Inefficient removal of total organic carbon (TOC) leads to the formation of carcinogenic disinfection by-products (DBPs) when a disinfectant is added. This study is performed in an effort to develop a simple, non-invasive, and cost-effective technology that will effectively lower organic precursors by having water utilities reuse their treatment residual solids. Jar tests are used to simulate drinking water treatment processes with coagulants-aluminum sulfate (alum), poly-aluminum chloride (PACl), and ferric chloride and their residual solids.

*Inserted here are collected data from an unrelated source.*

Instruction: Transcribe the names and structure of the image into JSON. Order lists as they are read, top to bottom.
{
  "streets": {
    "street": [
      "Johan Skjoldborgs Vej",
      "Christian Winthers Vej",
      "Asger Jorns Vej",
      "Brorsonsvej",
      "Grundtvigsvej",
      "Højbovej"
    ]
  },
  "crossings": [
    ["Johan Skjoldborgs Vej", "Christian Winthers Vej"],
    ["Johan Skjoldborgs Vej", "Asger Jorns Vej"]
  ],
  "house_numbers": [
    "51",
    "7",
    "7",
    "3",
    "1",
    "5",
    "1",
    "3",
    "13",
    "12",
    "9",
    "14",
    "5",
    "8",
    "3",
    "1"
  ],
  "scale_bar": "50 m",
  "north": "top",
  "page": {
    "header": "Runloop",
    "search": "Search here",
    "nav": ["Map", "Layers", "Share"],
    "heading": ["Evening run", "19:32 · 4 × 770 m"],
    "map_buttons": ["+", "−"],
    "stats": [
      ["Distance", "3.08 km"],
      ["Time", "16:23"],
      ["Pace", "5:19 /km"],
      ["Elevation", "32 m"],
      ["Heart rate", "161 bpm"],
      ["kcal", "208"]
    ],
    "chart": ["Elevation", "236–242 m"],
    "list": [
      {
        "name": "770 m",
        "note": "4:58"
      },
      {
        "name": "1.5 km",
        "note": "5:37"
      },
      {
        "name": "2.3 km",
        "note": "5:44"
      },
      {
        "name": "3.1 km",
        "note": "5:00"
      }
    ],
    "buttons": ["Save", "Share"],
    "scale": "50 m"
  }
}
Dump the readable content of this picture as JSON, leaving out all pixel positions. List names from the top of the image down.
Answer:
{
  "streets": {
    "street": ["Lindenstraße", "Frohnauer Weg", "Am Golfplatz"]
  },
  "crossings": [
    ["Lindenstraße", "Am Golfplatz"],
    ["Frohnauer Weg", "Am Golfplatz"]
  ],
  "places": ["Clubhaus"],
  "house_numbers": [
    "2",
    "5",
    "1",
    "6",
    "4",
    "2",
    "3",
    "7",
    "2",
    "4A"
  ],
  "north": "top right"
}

Ten coagulant-to-residual (C/R) ratios are tested with water from the Missouri River at Coopers Landing in Columbia, MO versus alluvial ground waters. This treatment results in heavier floc formation and leads to improved sedimentation of organics and additional removal of aluminum and iron. An average of 21%, 28%, and 33% additional TOC removal can be achieved with C/R ratios < 1 with alum, PACl, and ferric chloride, respectively.
S. R. Poleneni et al., "Enhanced Flocculation using Drinking Water Treatment Plant Sedimentation Residual Solids," Water (Switzerland), vol. 11, no. 9, MDPI AG, Aug 2019.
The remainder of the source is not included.